Hypothalamo Pituitary Ovarian Axis


True about Hypothalamo Pituitary Ovarian Axis is


A. The short feedback loop exert positive feedback
B. Gonadotropin levels remain at a lower level in fetal life than during neonatal period
C. During pregnancy, there is hypofunction of the axis
D. The pulsatile pattern of GnRH release is obliterated in perimenopausal period



Most common group II ovulatory disorder is


A. Ovarian failure
B. PCOS
C. Panhypopituitarism
D. Pituitary adenomas



Most common cause of hypothalamic-pituitary failure (HPF)

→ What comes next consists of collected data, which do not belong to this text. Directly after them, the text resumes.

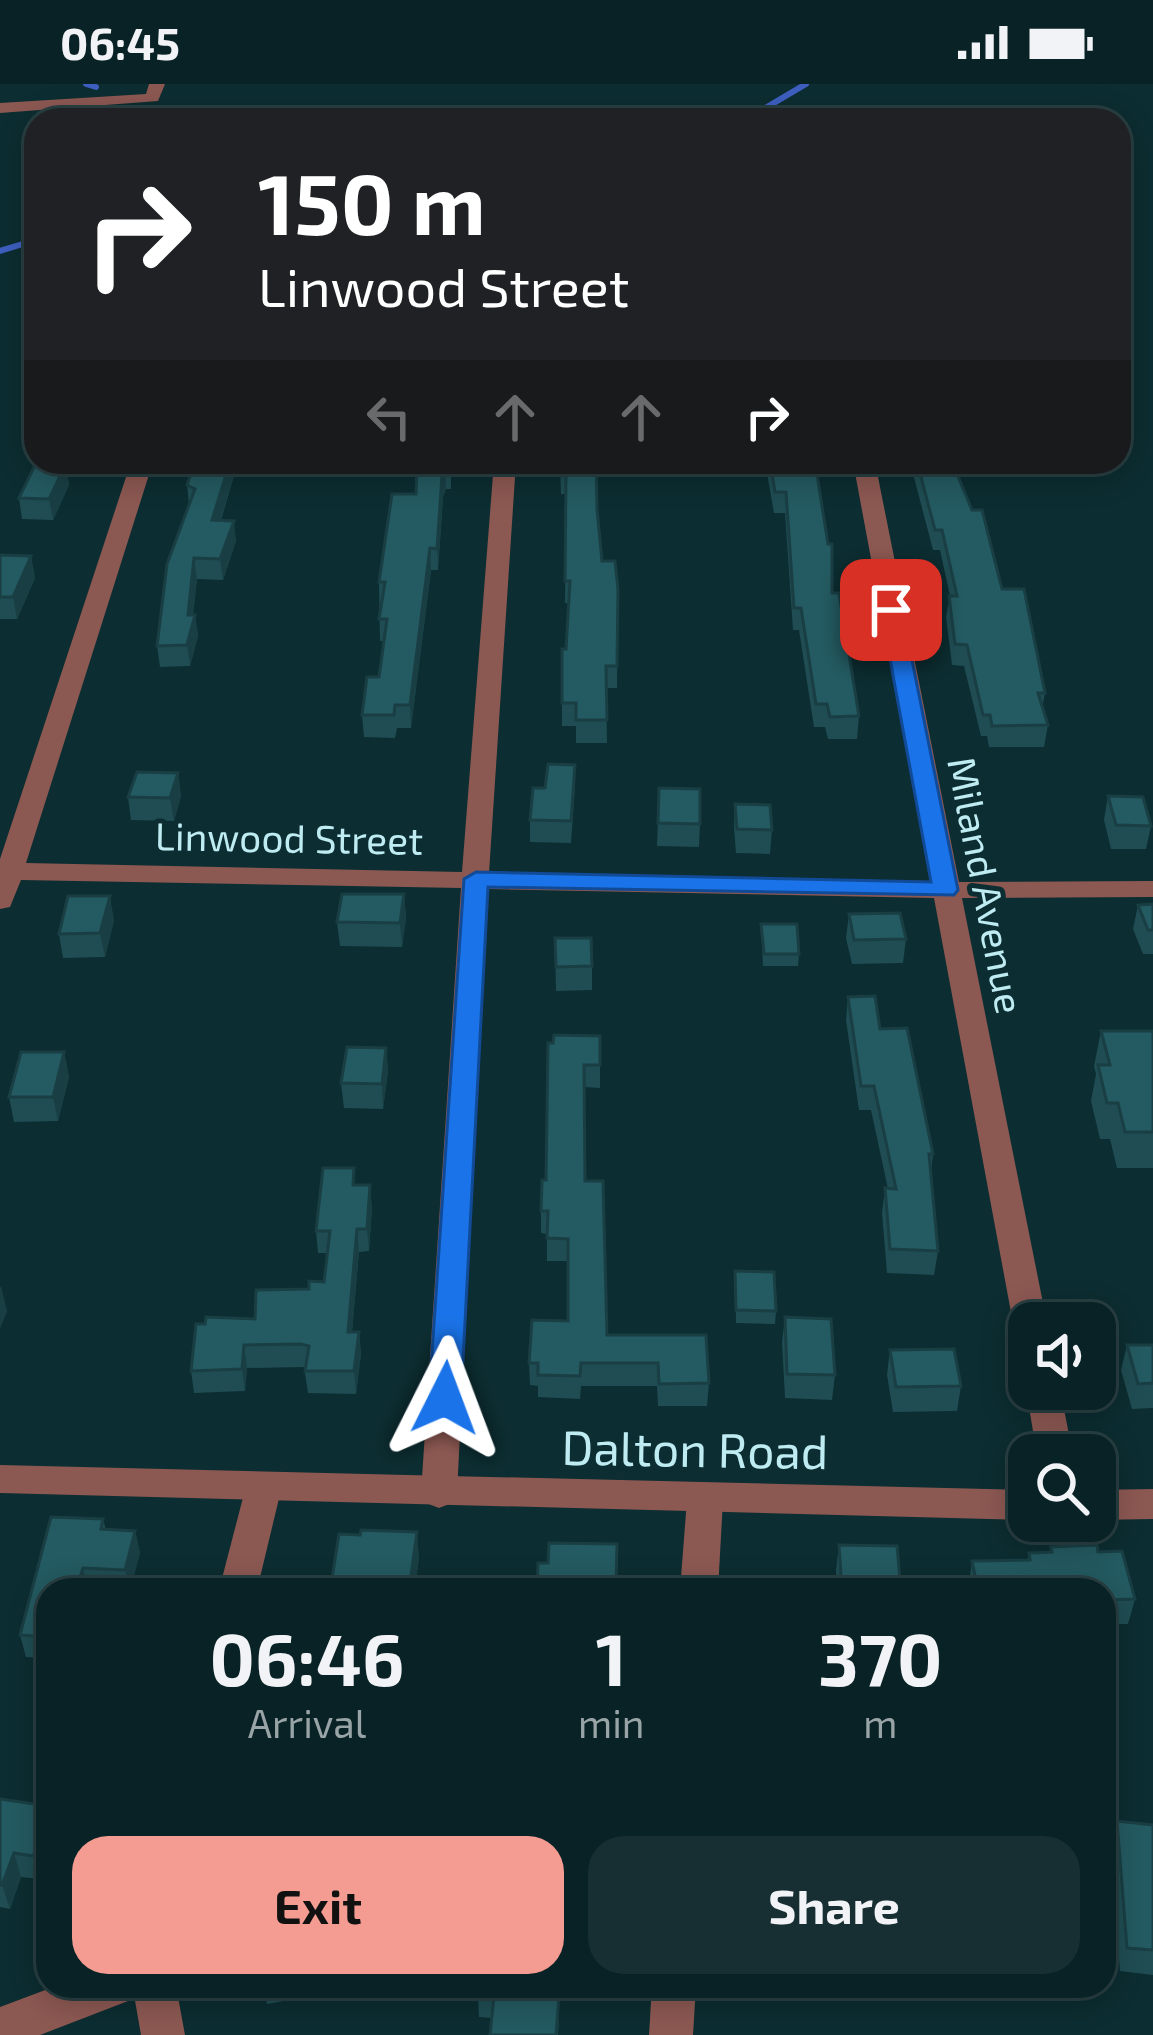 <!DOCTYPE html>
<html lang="en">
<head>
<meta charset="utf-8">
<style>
	:root { --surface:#092225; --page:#172f32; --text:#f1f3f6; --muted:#99a4a7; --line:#293f42; --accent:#f59c92 }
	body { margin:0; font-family:"Exo 2",sans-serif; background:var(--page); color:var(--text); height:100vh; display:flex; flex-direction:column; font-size:45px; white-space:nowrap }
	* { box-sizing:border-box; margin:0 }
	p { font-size:39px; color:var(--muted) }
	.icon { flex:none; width:66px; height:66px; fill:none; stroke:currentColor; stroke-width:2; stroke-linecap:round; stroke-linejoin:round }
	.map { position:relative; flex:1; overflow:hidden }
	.details { position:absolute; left:36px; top:1494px; width:1080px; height:420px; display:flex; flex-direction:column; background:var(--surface); border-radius:36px; box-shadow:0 6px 30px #0003,0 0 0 3px var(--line) }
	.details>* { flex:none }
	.banner { position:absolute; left:24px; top:24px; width:1107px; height:366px; border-radius:36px; box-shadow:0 6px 30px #0003,0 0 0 3px var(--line); background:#202124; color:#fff; overflow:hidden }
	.fabs { position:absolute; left:1008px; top:1218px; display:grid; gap:24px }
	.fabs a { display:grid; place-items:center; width:108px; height:108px; border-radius:24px; background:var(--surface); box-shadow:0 6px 30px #0003,0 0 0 3px var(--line); font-size:60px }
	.pin { position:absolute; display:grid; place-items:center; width:102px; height:102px; color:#fff; margin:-51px; border-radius:24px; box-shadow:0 6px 18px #0006 }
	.me { position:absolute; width:132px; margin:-66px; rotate:3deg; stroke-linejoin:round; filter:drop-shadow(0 0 9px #0008) }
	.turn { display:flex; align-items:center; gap:42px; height:252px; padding:0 36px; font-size:54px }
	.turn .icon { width:156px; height:156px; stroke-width:2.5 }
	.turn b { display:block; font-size:84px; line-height:102px }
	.lanes { display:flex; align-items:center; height:114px; padding:0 36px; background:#0003; justify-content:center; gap:60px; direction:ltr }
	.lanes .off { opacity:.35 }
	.eta { display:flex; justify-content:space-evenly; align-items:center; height:204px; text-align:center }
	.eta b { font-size:72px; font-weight:700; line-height:84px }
	.button { display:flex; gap:24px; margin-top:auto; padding:24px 36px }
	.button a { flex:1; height:138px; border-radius:36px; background:var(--accent); color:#111; font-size:48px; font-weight:700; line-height:138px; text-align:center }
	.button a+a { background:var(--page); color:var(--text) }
	.status { display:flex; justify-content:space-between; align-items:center; height:84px; padding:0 60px; background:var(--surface); direction:ltr }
	.status svg { height:33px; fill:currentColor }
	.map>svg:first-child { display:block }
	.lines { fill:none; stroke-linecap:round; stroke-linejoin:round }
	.stream { stroke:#3e5fc0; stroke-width:6 }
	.minor { fill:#8c5852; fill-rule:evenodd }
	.tertiary { fill:#8c5852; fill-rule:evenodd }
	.wall { fill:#1f4d53 }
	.shaded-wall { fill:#193f44 }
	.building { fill:#245a61; stroke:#193f44; stroke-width:3 }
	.route { fill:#1a73e8; stroke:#114b97; stroke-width:3 }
	.labels { text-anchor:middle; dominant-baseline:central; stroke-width:10; stroke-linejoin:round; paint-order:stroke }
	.street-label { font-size:39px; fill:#beecf2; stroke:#0c2d31 }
	.near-street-label { font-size:48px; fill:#beecf2; stroke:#0c2d31 }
</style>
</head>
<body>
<div class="status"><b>06:45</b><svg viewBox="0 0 49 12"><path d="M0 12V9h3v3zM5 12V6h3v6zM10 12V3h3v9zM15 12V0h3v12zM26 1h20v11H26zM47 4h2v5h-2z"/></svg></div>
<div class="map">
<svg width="1153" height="1951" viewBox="0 0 1153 1951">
	<rect width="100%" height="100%" fill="#0c2d31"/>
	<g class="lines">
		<g class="stream">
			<polyline points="86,0 96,3"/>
			<polyline points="155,28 281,36"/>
			<polyline points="745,36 806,0"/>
			<polyline points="0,167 36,156"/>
		</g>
		<g class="minor">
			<polygon points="149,0 165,0 158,17 0,29 0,19 146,10"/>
			<polygon points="131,378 153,378 26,779 462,788 494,378 516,378 489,789 931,797 853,378 875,378 959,798 1153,797 1153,813 962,814 1047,1239 1029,1239 1029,1251 1018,1248 1013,1239 934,814 488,805 457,1409 452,1419 439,1424 426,1419 421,1409 461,804 21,796 10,823 0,825 0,775"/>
			<polygon points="1029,1299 1029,1305 1060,1305 1073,1371 1037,1371 1026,1305"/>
			<polygon points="264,1388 277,1392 282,1402 257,1506 219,1506 246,1402 251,1392"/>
			<polygon points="705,1401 718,1406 723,1416 718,1506 680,1506 687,1416 692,1406"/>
			<polygon points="56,1902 176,1902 185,1951 141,1951 133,1905 128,1917 40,1951 0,1951 0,1923"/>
			<polygon points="652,1902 696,1902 693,1951 649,1951"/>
		</g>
		<g class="tertiary">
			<polygon points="0,1381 1029,1406 1029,1436 0,1409"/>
			<polygon points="1153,1405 1153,1435 1095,1436 1095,1406"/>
		</g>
	</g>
	<g class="wall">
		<polygon points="238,378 221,436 236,457 223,496 197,495 193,531 195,531 198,552 190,582 160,583 157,562 189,421 187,401"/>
		<polygon points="417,378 451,378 451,405 446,405 443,413 438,486 431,486 411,644 397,644 395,654 364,653 362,631 379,593 384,557 380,557 379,498 416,410"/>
		<polygon points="560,378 597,425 602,477 618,505 617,604 606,604 607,659 576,659 576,642 562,642 562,565 566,565 569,519 565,519 566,410 561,410"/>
		<polygon points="765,378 815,378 832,509 859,632 857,655 828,655 825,643 814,643 799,546 793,546 785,429 774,429"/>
		<polygon points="910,378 952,378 1045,609 1042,624 1048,641 1044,663 989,663 987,652 981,652 964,582 952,581 946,533 950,512 940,466 933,466"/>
		<polygon points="66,380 69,401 53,436 22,435 19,414"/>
		<polygon points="0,471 31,472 35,494 17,535 0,535"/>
		<polygon points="178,689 181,712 174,737 131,736 128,713"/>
		<polygon points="575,702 571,759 530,758 530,736 545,704"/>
		<polygon points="659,704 700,740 699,763 657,762"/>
		<polygon points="1108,712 1151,742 1146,765 1111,765 1104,736"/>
		<polygon points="735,720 772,746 770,770 736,769 734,744"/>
		<polygon points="404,810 406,834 402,863 340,862 337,838"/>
		<polygon points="1153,820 1153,870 1143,870 1133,845 1138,821"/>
		<polygon points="849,830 906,855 903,879 852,880 846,854"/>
		<polygon points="114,836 105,873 63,874 59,850"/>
		<polygon points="761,840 799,870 798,882 763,882"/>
		<polygon points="555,854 592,882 592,906 556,907"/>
		<polygon points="848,913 880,945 933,1070 931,1089 938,1167 934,1191 887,1189 882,1129 885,1104 888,1105 871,1026 859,1026 846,936"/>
		<polygon points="1101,947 1153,947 1153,1084 1117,1084 1110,1055 1100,1055 1091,1017 1096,990 1094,982"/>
		<polygon points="600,952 600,1004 584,1003 585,1097 607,1251 709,1299 707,1322 658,1322 657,1302 581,1302 580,1315 538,1313 538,1302 530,1301 529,1279 568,1237 568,1177 547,1177 547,1150 541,1149 541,1127 546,1096 548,959"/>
		<polygon points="386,964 388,988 383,1025 344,1024 341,999"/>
		<polygon points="64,968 69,993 58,1037 14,1038 9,1013"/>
		<polygon points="355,1101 372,1123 369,1167 359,1168 352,1248 359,1248 361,1270 356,1310 308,1309 304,1283 247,1284 245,1307 194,1309 191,1287 255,1235 324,1198 328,1169 318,1169 316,1147"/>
		<polygon points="735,1187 776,1227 775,1240 736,1239"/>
		<polygon points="785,1233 835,1291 832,1316 785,1314 782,1258"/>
		<polygon points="1127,1261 1153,1261 1153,1324 1132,1325 1121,1286"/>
		<polygon points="890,1266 961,1302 957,1327 893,1328 887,1291"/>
		<polygon points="51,1433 103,1435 106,1446 135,1447 140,1469 130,1506 48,1506 48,1635 42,1634 36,1610 48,1574 26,1573 20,1551"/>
		<polygon points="360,1451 419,1473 415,1506 334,1506 332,1494"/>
		<polygon points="617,1460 616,1506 496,1506 537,1502 548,1479"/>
		<polygon points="839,1461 901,1506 837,1506 836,1486"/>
		<polygon points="1051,1463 1098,1468 1135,1515 1128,1540 1104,1540 1104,1506 968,1506 972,1477 1027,1476 1029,1469 1050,1468"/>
		<polygon points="0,1715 48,1722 40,1795 21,1793 10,1825 0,1823"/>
		<polygon points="1117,1737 1153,1741 1153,1891 1120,1887 1111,1761"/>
		<polygon points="264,1902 320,1902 321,1910 267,1920"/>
		<polygon points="537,1902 536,1912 559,1936 558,1951 490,1951 492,1934 479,1933 478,1910"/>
	</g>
	<g class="shaded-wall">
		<polygon points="230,378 238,378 214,456 212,436"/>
		<polygon points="66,380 69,401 53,436 49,415"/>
		<polygon points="445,383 446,405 443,413 438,486 437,465 442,392"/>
		<polygon points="234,437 236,457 223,496 220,475"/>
		<polygon points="430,464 431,486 411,644 410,621"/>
		<polygon points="31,472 35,494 17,535 13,513"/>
		<polygon points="194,474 197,495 191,547 195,531 198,552 190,582 187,561 188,531"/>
		<polygon points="178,689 181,712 174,737 170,714"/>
		<polygon points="404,810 406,834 402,863 400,839"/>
		<polygon points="110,812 114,836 105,873 100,849"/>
		<polygon points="386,964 388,988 383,1025 382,1000"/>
		<polygon points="64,968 69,993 58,1037 53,1013"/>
		<polygon points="370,1101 372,1123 369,1167 367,1145"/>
		<polygon points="357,1145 359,1168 350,1270 348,1248"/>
		<polygon points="1,1202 7,1227 0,1245 0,1204"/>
		<polygon points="359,1248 361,1270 356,1310 354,1287"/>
		<polygon points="244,1261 247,1284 245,1307 242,1285"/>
		<polygon points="135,1447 140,1469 130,1506 125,1486"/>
		<polygon points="417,1448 419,1473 415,1506 409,1506"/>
		<polygon points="83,1484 88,1506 76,1506"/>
		<polygon points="48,1731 48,1773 40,1795 33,1772"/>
		<polygon points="14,1769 21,1793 10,1825 2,1801"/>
	</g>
	<g class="building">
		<polygon points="195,378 230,378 212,436 234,437 220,475 194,474 188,531 195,531 187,561 157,562 167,480 195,405 187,401"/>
		<polygon points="417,378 450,378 450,383 445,383 442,392 437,465 430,464 410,621 395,621 394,631 362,631 367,593 379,593 387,535 379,535 385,498 379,498 392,410 416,410"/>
		<polygon points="560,378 596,378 597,425 602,477 615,477 618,505 617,582 606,582 607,636 576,636 576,619 562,619 562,565 566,565 570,497 565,497 566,389 561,389"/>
		<polygon points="770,378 815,378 828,460 832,460 832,509 839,509 859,632 830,633 827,620 816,620 801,524 794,524 786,408 775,408"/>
		<polygon points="917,378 952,378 972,426 982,426 1002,505 1024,505 1045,609 1038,609 1048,641 992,642 990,631 983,631 967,561 955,560 949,512 957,512 942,446 935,446"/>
		<polygon points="36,379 66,380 49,415 19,414"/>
		<polygon points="0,471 31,472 13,513 0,513"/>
		<polygon points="548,680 575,681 571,737 530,736 533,704 545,704"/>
		<polygon points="137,688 178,689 170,714 128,713"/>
		<polygon points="659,704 700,705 700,740 658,739"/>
		<polygon points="1108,712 1143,713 1151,742 1116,741"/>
		<polygon points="735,720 770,721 772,746 737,745"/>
		<polygon points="342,810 404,810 400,839 337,838"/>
		<polygon points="68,812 110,812 100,849 59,850"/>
		<polygon points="1153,820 1153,846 1148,846 1138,821"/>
		<polygon points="900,829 906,855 854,856 849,830"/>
		<polygon points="761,840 797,840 799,870 764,870"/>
		<polygon points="555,854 591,854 592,882 556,883"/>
		<polygon points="875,912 880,945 907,944 933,1070 929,1070 938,1167 890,1165 885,1104 896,1105 874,1002 861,1002 848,913"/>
		<polygon points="1101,947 1153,947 1153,1048 1125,1048 1118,1019 1107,1019 1098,981 1110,981"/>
		<polygon points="554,951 600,952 600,981 584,981 585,1097 603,1097 607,1251 706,1251 709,1299 659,1300 658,1279 581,1279 580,1292 538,1291 538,1279 529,1279 532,1236 568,1237 568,1155 547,1154 548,1127 541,1127 542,1096 546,1096 548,959 553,959"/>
		<polygon points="347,963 386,964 382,1000 341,999"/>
		<polygon points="21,968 64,968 53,1013 9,1013"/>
		<polygon points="323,1084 354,1084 353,1101 370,1101 367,1145 357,1145 348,1248 359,1248 354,1287 305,1287 309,1262 301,1260 244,1261 242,1285 191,1287 196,1240 205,1240 206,1233 255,1235 256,1206 309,1205 309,1197 324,1198 330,1147 316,1147"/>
		<polygon points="735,1187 774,1188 776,1227 736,1226"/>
		<polygon points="785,1233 831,1235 835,1291 787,1290"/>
		<polygon points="1127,1261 1153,1261 1153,1299 1138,1300"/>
		<polygon points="954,1265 961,1302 896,1303 890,1266"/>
		<polygon points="51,1433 103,1435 101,1445 135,1447 125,1486 83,1484 76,1506 48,1506 48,1553 20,1551"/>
		<polygon points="361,1446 417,1448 409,1506 369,1506 371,1496 332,1494 339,1450 360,1451"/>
		<polygon points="549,1459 617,1460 616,1503 581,1502 581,1506 496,1506 497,1503 537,1502 538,1479 548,1479"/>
		<polygon points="839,1461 897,1462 901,1506 842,1506"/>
		<polygon points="1097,1461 1098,1468 1122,1467 1135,1515 1104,1516 1104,1506 978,1506 972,1477 1030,1476 1029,1469 1052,1468 1051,1463"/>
		<polygon points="48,1574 48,1611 36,1610"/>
		<polygon points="0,1715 48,1722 48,1731 33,1772 14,1769 2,1801 0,1801"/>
		<polygon points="1117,1737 1153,1741 1153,1866 1127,1864"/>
		<polygon points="479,1902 535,1902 534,1911 559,1913 556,1951 490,1951 494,1912 478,1910"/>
	</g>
	<polygon class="route" points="891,520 902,526 958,806 954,811 488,803 461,1314 456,1323 433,1323 429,1314 464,795 476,788 931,798 881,526"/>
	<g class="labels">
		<g class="street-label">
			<text transform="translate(289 753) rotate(1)">Linwood Street</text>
			<text transform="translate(987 801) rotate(79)">Miland Avenue</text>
		</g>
		<g class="near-street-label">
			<text transform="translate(695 1364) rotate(1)">Dalton Road</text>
		</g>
	</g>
</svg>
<div class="fabs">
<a><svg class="icon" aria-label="sound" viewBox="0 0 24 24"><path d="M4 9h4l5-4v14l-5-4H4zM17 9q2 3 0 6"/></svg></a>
<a><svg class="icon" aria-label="search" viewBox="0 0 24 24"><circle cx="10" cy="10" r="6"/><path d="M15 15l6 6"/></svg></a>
</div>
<div class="pin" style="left:891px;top:526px;background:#d93025"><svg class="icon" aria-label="arrive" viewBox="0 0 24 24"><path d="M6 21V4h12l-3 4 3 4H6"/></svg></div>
<svg class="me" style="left:445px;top:1314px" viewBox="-20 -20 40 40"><path d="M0-17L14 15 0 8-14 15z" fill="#1a73e8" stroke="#fff" stroke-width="4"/></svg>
<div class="banner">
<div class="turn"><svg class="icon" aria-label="right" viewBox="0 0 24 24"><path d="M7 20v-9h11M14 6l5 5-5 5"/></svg><div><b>150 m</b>Linwood Street</div></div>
<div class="lanes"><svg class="icon off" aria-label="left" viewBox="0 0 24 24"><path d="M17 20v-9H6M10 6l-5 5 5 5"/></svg><svg class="icon off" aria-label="ahead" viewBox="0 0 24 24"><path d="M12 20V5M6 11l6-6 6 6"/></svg><svg class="icon off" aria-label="ahead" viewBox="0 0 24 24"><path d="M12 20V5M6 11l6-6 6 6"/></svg><svg class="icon" aria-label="right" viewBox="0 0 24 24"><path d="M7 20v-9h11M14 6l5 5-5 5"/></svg></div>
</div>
<section class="details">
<div class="eta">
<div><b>06:46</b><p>Arrival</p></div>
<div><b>1</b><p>min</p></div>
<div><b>370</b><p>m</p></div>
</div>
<div class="button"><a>Exit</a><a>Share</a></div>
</section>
</div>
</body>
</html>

A. Idiopathic hypogonadotropic hypogonadism (IHH)
B. Panhypopituitarism
C. Infectious hypophysitis
D. Compression by pituitary adenomas



Most common benign tumor causing primary amenorrhea


A.Craniopharyngioma
B. Langerhans cell histiocytosis
C. Prolactinoma
D. Glial cell tumors



True of Management of Hypothalamic-Pituitary Failure in prepubertal females is


A. Estrogen replacement for one to two years is critical
B. Replacement of sex steroid hormones with estrogen and progesterone is required
C. Human chorionic gonadotropin (hCG) are commonly used
D. Purified human menopausal gonadotropin (hMG) is essential



Not true of Hypothalamic-Pituitary-Ovarian Axis Dysfunction


A. PCOS includes loss of GnRH pulsatility with increased LH secretion
B. In underweight patients, GnRH pulsatility is not affected
C. Obesity leads to loss of normal GnRH pulsatility due to excessive aromatization of androgen precursors
D. Excessive TRH secretion will interfere with GnRH pulsatility



In shorts


  • Langerhans cell histiocytosis is a condition marked by uncontrolled proliferation of dendritic cells associated with the monocyte-macrophage system. When Langerhans cells infiltrate the anterior pituitary, disordered hormone production may lead to hypogonadotropic hypogonadism.
  • Idiopathic hypogonadotropic hypogonadism (IHH) may be due to septo-opto dysplasia (De Morsier syndrome), a congenital disorder characterized by hypoplasia of the optic nerve and pituitary gland. These patients additionally display craniofacial abnormalities thought to occur secondary to vascular insult in the 6th-7th week of embryogenesis.
  • If clinical signs of hyperandrogenism are apparent, 17-hydroxyprogesterone (17-OHP), dehydroepiandrosterone sulfate (DHEA-S) and total testosterone should be measured to rule out presence of ovarian or adrenal androgen secreting tumors.